*Task goal*
Find every line in the records below that contains the word "side", and copy each such line.

*Supplied data*
<<<<

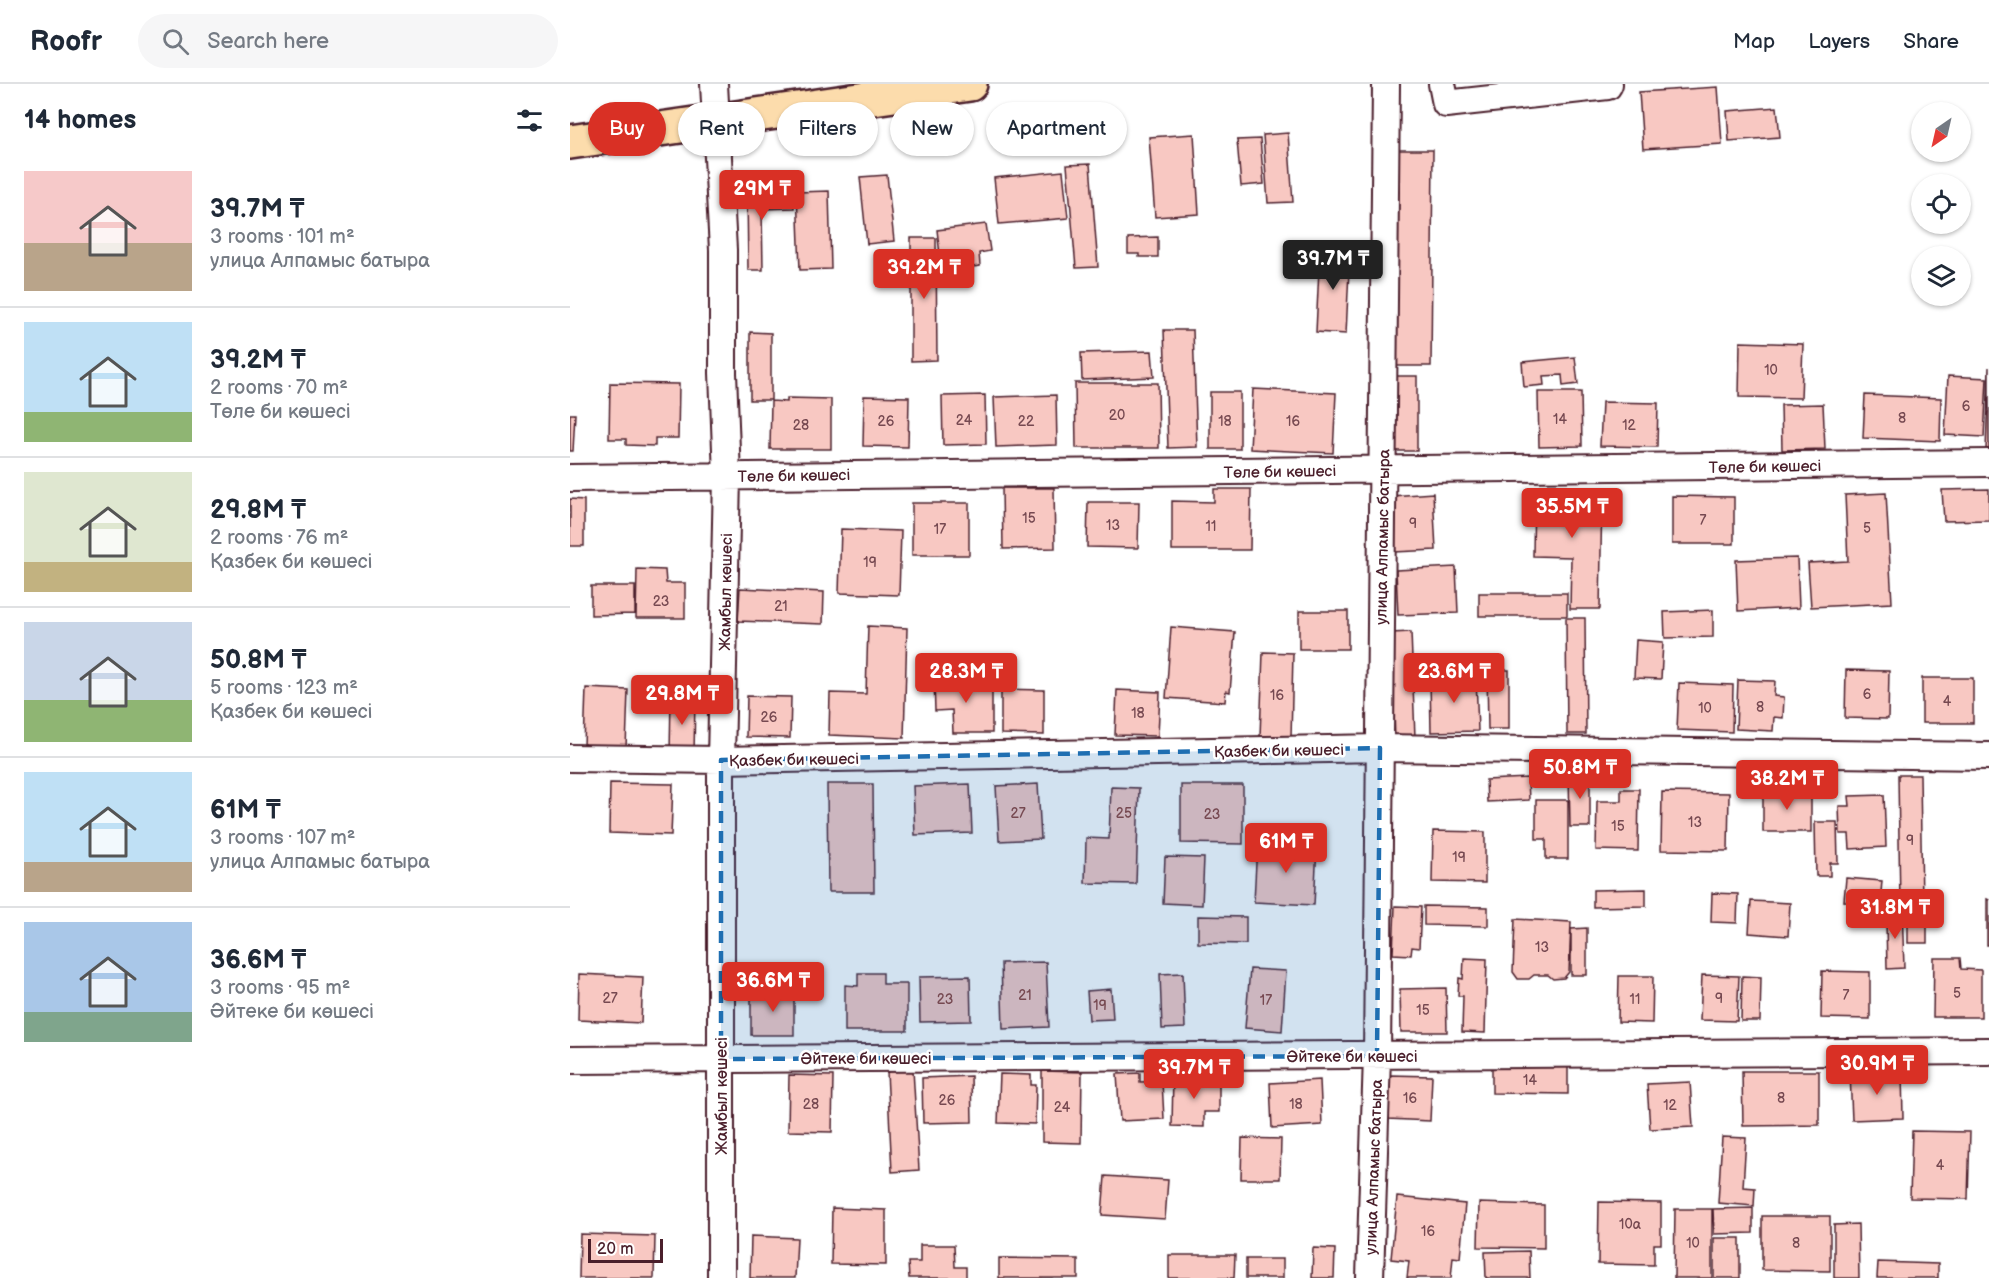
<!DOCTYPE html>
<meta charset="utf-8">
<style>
:root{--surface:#fff;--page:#f6f6f7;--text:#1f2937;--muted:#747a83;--line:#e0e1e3;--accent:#d93025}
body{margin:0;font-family:"Balsamiq Sans",sans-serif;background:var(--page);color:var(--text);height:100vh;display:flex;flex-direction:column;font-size:22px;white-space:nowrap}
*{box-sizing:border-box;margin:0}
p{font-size:20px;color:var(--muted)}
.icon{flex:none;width:33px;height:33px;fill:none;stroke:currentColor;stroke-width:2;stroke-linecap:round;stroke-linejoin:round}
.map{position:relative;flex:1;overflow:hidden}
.side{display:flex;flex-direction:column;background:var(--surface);width:570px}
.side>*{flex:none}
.hud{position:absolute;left:18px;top:18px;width:570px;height:54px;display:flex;gap:12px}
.needle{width:39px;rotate:214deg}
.fabs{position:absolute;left:1341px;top:18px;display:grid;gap:12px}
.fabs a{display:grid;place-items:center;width:60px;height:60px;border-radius:50%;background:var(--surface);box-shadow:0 2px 4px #0004;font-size:30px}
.scale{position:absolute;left:18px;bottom:15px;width:75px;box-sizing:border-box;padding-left:6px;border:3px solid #4a1f2b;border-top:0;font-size:16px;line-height:21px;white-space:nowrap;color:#4a1f2b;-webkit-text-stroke:4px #fff;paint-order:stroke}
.price{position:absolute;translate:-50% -51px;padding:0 14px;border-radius:6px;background:var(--accent);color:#fff;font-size:20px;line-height:39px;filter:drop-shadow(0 2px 3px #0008)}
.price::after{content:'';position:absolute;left:50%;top:36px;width:18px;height:14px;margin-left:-9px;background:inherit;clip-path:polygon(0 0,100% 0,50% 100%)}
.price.on{background:#222;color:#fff}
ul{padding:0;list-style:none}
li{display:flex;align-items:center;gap:18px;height:150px;padding:0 24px}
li+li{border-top:2px solid var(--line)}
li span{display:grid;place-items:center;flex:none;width:168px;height:120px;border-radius:0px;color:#555}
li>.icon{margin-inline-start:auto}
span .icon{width:72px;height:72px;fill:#fffc;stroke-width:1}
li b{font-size:26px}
h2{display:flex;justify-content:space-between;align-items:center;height:72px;padding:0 24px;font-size:26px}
.chip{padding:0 21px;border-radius:27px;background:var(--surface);box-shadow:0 2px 4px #0004;font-size:21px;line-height:54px}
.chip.on{background:var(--accent);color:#fff}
header{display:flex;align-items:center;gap:36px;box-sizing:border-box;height:84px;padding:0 30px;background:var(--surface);border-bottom:2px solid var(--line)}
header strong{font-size:28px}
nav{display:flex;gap:33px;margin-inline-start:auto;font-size:21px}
.search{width:420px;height:54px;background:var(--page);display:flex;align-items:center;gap:15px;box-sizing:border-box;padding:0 21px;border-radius:33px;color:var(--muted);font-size:22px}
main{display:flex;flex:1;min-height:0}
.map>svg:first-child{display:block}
</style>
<header>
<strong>Roofr</strong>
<div class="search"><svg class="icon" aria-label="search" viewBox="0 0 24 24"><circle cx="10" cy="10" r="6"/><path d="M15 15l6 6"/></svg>Search here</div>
<nav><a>Map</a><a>Layers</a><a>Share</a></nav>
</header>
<main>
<section class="side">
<h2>14 homes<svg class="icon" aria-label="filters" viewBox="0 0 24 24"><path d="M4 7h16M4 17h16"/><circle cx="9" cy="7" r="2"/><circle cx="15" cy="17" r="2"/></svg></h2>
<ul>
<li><span style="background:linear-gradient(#f6c9c9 60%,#b9a48a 0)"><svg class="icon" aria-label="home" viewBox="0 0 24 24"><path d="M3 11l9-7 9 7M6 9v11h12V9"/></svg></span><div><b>39.7M ₸</b><p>3 rooms · 101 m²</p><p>улица Алпамыс батыра</p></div></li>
<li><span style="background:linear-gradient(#bfe0f5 75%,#8fb573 0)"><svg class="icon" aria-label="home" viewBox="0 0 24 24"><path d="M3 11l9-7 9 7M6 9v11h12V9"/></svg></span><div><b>39.2M ₸</b><p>2 rooms · 70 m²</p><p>Төле би көшесі</p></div></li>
<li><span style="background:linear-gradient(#dfe7d0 75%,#c2b280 0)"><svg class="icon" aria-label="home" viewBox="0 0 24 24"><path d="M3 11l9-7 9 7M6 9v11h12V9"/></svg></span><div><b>29.8M ₸</b><p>2 rooms · 76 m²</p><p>Қазбек би көшесі</p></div></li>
<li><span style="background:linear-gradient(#c9d6e8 65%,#8fb573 0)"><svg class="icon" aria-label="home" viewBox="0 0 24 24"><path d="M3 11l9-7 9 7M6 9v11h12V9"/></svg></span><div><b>50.8M ₸</b><p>5 rooms · 123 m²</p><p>Қазбек би көшесі</p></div></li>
<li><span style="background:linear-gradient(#bfe0f5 75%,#b9a48a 0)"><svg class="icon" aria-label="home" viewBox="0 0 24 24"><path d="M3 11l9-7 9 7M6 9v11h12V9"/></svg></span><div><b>61M ₸</b><p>3 rooms · 107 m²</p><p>улица Алпамыс батыра</p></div></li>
<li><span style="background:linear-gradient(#a9c7e8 75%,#7fa58c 0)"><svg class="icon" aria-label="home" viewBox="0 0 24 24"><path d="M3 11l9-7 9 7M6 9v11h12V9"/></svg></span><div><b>36.6M ₸</b><p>3 rooms · 95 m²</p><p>Әйтеке би көшесі</p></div></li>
</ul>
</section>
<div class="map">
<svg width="1419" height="1194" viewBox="0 0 1419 1194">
<rect width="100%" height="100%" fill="#fff"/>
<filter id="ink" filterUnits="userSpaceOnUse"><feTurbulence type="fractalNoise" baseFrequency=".0167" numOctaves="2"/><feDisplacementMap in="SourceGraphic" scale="12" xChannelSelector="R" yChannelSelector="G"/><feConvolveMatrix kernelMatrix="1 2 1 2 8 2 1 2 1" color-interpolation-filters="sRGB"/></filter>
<g filter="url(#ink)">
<path fill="#f8c8c2" stroke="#4a1f2b" stroke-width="1.5" d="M1148 3 1152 60 1073 65 1069 8Z
M1207 23 1210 53 1159 57 1157 27Z
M718 49 723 118 698 119 693 51Z
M624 50 629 130 585 133 579 53Z
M690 55 694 100 671 102 667 56Z
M820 66H863L861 282H818Z
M520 80 528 183 506 184 497 81Z
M493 87 498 134 429 140 424 94Z
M317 91 324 157 297 160 290 93Z
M224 107V124L192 125 193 186H178L177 108Z
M259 107 261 185 230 186 227 108Z
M416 140 420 167 409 169 410 182 372 187 367 146Z
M588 153V173H569V170H558V154Z
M341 154H366L367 276 341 277Z
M750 163 780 165 776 250 746 248Z
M594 246H623L627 363 598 364Z
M180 248 201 249V316H180Z
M1170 258 1233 260 1231 314 1169 313Z
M582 267 584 293 512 296 511 269Z
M1005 273 1008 300 993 302 992 291 973 292 974 301 954 303 952 278Z
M1419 283V366H1416Z
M825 292H847V367H825Z
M1378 292 1417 294 1414 353 1375 351Z
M40 299 109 300 108 354H85V362L56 361V355H39Z
M505 299H588L589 364H506Z
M683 305 766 309 763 369 680 365Z
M640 308H670V365H640Z
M968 308H1011L1012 362 969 363Z
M415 311 416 360 373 361 372 312Z
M486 311 487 361 426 363 424 313Z
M1295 311 1371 314 1370 357 1293 354Z
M294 312 339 313 338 363 293 362Z
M217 314 261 315V365H200L201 317 217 318Z
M1032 318 1088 319 1087 363 1030 362Z
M1253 320 1255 365 1212 366 1211 321Z
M0 330H5L3 367H0Z
M432 404H484L485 464 433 465Z
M644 405H681L680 466H602V417L644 418Z
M1419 405V436L1374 437 1372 406Z
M964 407 1032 408 1030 525H1000L1001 473 963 472Z
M863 409 866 466 824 468 821 412Z
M1316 409 1322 519 1241 523 1238 479 1278 477 1275 411Z
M1102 412 1164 413V460H1102Z
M0 415 14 416V462H0Z
M518 418H569L568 464 517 463Z
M342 419H399V471H342Z
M271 445 331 447 329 511 269 509Z
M1227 474 1229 524 1168 527 1166 476Z
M886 483 888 529 828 531 826 486Z
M67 485 95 486 96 499H115V534H66Z
M21 502H65V530L21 531Z
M170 504 254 508 253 540 168 537Z
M909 509H997V532H909Z
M1143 526V553L1095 554 1094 528Z
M729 527H778V565H729Z
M996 534H1015L1016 650H997Z
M298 542 337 544 334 654 259 651 260 609 296 610Z
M601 543 665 548 660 608 656 607 655 618 596 614Z
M841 548 845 654 825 655 821 549Z
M1066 556 1093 558 1091 595 1064 594Z
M693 568 723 569 721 654 690 653Z
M917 586H939V645H918Z
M1276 586 1319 587 1318 635 1275 634Z
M906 592 908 647 861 648 860 593Z
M1352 594H1403V639H1352Z
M422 595V649H383L382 626 365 627 364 596Z
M1168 596 1205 597 1204 612 1214 613 1213 634 1204 633 1203 647 1166 645Z
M1109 599 1163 601 1162 648 1107 646Z
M16 604 58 606 56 664 14 662Z
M431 605 474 606V651L431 650Z
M547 606 590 608 588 652 545 651Z
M101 611 125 612 124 672 100 671Z
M177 612 221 613 220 654 176 653Z
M999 689H1020V743H1000Z
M1328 691H1350L1352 821H1330Z
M958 694 959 716 917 718 916 696Z
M40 699 103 700 101 751 39 749Z
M257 700H303L304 808H258Z
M400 700 402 749 345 751 343 702Z
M468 700 471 755 429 757 426 702Z
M611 701H673V760L611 759Z
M541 703 569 704 566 800 515 799 516 754 539 755Z
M1051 705H1069L1068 767 1026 766 1027 717H1051Z
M1241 706V748H1193V707Z
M1092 708 1159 709 1158 767 1091 766Z
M1314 711 1316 763 1280 765 1279 750H1270L1269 722H1280L1279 712Z
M966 716H998V775H976V755H966Z
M1245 738H1267L1268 779H1260V792H1246Z
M863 747 915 748V799L862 798Z
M687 759 747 762 744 821 684 818Z
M595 773 634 774 632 821 593 819Z
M1276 794 1312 797 1310 820 1274 817Z
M1076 805V822L1023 823V806Z
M1142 809 1168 810 1167 839 1141 838Z
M1417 815 1419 816V861H1417Z
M1181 817 1220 819 1218 852 1179 849Z
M825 822 851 823 849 864 842 863 841 871 823 870Z
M854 822 918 823V842L854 841Z
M1332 822 1334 884 1317 885 1316 838H1321V823Z
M628 832 676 833V860L628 859Z
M945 835 1001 838 999 888 994 894 983 895 978 891H964L959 895H948L943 888Z
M1338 836H1357V859H1338Z
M1017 844V891H1001V845Z
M894 874 917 875 915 949 892 948 893 912H888L889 894 893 895Z
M1364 874H1390L1391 885 1411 886V933H1363Z
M476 878 479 943 433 945 431 879Z
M680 885 716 887 712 947 675 944Z
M1252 887 1300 888V935L1251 934Z
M288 889H313V900H337V947H275V901L288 902Z
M613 889 615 944 592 945 590 890Z
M9 890 73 893 71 939 8 936Z
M1132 891 1169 892 1167 937 1130 936Z
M400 892 401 937 350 938 349 893Z
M1049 892H1083L1082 939 1048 938Z
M1172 892 1191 893 1190 937H1171Z
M876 904 877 948H831L830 905Z
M541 905 543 935 519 936 517 907Z
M224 906V951H181V907Z
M922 982H998V1010L922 1009Z
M343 986 349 1086 322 1088 317 988Z
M472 987 512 988 511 1059 472 1058Z
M1172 987H1249V1041L1173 1042Z
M1332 988 1333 1034 1282 1036 1280 989Z
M570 989V998L592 997 594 1035 550 1037 547 990Z
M430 990 461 991V1001H466L465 1040 428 1039Z
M219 991 263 992 262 1048 218 1047Z
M819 991 862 992 860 1037 818 1035Z
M401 992 402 1038 353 1039 352 994Z
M603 992 649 993V1028H634V1043L602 1042Z
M750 996 752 1041 702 1044 700 999Z
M1120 998 1123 1043 1080 1045 1077 1000Z
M1342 1047 1400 1048 1398 1115 1340 1114Z
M1152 1053 1176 1054 1173 1103 1185 1104 1184 1122 1148 1119Z
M672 1054 711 1055 710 1095H671Z
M535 1092 598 1096 595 1135 532 1131Z
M827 1113 895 1120 890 1174 883 1173 881 1194H837L839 1177 821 1175Z
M1029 1118 1091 1119V1160H1084V1181L1028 1180Z
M909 1119 974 1121V1164L908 1163Z
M262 1124 316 1126V1181L261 1180Z
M1183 1124V1149L1144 1150 1143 1125Z
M1105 1125H1142V1194H1104Z
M1192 1132H1260V1187L1192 1186Z
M1288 1140 1289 1194H1264V1141Z
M10 1150 85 1152 84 1194H9Z
M181 1152 227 1154 225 1194H180Z
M1144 1154H1170V1194H1144Z
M350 1161H384L385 1183H396V1194H339L338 1178H350Z
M743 1164 765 1165 764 1194H742Z
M959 1167 960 1194H916L915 1168Z
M599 1171H665L664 1194H599Z
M429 1174 508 1175V1194H429Z
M676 1175H713V1194H676Z
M1308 1178 1368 1180V1194H1307Z"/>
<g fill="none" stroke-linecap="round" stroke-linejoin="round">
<defs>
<path id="minor" d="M144 0 153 166V289L157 392 151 676V1194
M872 0 876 20 1038 2 1039 0
M0 394 1419 379
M0 674 151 676 810 664 1419 672
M0 976 1419 967
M800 1194 807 972 816 0"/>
<path id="highway" d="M0 58 400 0"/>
</defs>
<use href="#minor" stroke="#4a1f2b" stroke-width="30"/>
<use href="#highway" stroke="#4a1f2b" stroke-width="38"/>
<use href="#minor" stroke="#fff" stroke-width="26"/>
<use href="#highway" stroke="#fcdcac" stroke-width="33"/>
</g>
</g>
<path fill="#1f6fb2" fill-opacity="0.2" stroke="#1f6fb2" stroke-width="4.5" stroke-dasharray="12 8" stroke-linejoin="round" d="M810 664 807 972 151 975V676Z"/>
<g text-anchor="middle" stroke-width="5" stroke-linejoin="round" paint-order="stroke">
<g font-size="14" fill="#764951">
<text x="1201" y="291">10</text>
<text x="1396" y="327">6</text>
<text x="547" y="336">20</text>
<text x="1332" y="339">8</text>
<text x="990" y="340">14</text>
<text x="394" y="341">24</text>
<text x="316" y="342">26</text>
<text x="456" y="342">22</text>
<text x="655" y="342">18</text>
<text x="723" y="342">16</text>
<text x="231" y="346">28</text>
<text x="1059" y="346">12</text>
<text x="459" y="439">15</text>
<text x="1133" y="441">7</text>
<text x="843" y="444">9</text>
<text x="543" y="446">13</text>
<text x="641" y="447">11</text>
<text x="1297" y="449">5</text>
<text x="370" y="450">17</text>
<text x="300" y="483">19</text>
<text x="91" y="522">23</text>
<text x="211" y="527">21</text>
<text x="1297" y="615">6</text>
<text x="707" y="616">16</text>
<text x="1377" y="622">4</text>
<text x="1190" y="628">8</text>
<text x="1135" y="629">10</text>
<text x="568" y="634">18</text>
<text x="199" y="638">26</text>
<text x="448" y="734">27</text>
<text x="554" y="734">25</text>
<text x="642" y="735">23</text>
<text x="1125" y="743">13</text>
<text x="1048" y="747">15</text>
<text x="1340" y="761">9</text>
<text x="889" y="778">19</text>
<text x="972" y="868">13</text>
<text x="1387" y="914">5</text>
<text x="455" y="916">21</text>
<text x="1276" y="916">7</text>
<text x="40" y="919">27</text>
<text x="1149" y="919">9</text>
<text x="375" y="920">23</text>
<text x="1065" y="920">11</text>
<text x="696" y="921">17</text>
<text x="530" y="926">19</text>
<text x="853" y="931">15</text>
<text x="960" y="1001">14</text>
<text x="840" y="1019">16</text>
<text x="1211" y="1019">8</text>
<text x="377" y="1021">26</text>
<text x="241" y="1025">28</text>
<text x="726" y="1025">18</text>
<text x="1100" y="1026">12</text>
<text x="492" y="1028">24</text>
<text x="1370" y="1086">4</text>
<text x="1060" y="1145">10а</text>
<text x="858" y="1152">16</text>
<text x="1123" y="1164">10</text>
<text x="1226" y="1164">8</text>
</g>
<g font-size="16" fill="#4a1f2b" stroke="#fff">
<text transform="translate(1195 382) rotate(-1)" y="6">Төле би көшесі</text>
<text transform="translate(710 387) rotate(-1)" y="6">Төле би көшесі</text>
<text transform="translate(224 391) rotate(-1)" y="6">Төле би көшесі</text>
<text transform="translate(812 453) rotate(-89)" y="6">улица Алпамыс батыра</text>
<text transform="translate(155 508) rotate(-89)" y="6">Жамбыл көшесі</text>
<text transform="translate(709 666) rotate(-1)" y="6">Қазбек би көшесі</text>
<text transform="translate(224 675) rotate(-1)" y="6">Қазбек би көшесі</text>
<text x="782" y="978">Әйтеке би көшесі</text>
<text x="296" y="980">Әйтеке би көшесі</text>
<text transform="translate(151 1012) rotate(-90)" y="6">Жамбыл көшесі</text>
<text transform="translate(803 1083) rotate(-88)" y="6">улица Алпамыс батыра</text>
</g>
</g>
</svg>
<div class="fabs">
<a><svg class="needle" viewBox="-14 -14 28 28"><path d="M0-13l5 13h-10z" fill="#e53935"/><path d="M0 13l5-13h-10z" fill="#747a83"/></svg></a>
<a><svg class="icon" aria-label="locate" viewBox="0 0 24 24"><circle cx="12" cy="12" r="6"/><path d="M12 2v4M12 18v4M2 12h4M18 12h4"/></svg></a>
<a><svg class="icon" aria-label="layers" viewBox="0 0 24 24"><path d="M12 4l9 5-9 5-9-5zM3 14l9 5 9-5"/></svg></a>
</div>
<div class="scale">20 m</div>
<b class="price" style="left:192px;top:137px">29M ₸</b>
<b class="price on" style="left:763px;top:207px">39.7M ₸</b>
<b class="price" style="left:354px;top:216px">39.2M ₸</b>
<b class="price" style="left:1002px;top:455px">35.5M ₸</b>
<b class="price" style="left:396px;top:620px">28.3M ₸</b>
<b class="price" style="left:884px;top:620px">23.6M ₸</b>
<b class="price" style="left:112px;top:642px">29.8M ₸</b>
<b class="price" style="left:1010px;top:716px">50.8M ₸</b>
<b class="price" style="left:1217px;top:727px">38.2M ₸</b>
<b class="price" style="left:716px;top:790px">61M ₸</b>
<b class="price" style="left:1325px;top:856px">31.8M ₸</b>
<b class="price" style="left:203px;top:929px">36.6M ₸</b>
<b class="price" style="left:1307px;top:1012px">30.9M ₸</b>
<b class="price" style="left:624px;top:1016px">39.7M ₸</b>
<div class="hud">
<a class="chip on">Buy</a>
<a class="chip">Rent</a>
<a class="chip">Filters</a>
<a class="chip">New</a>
<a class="chip">Apartment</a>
</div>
</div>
</main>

>>>>

*Result for this exercise*
.side{display:flex;flex-direction:column;background:var(--surface);width:570px}
.side>*{flex:none}
<section class="side">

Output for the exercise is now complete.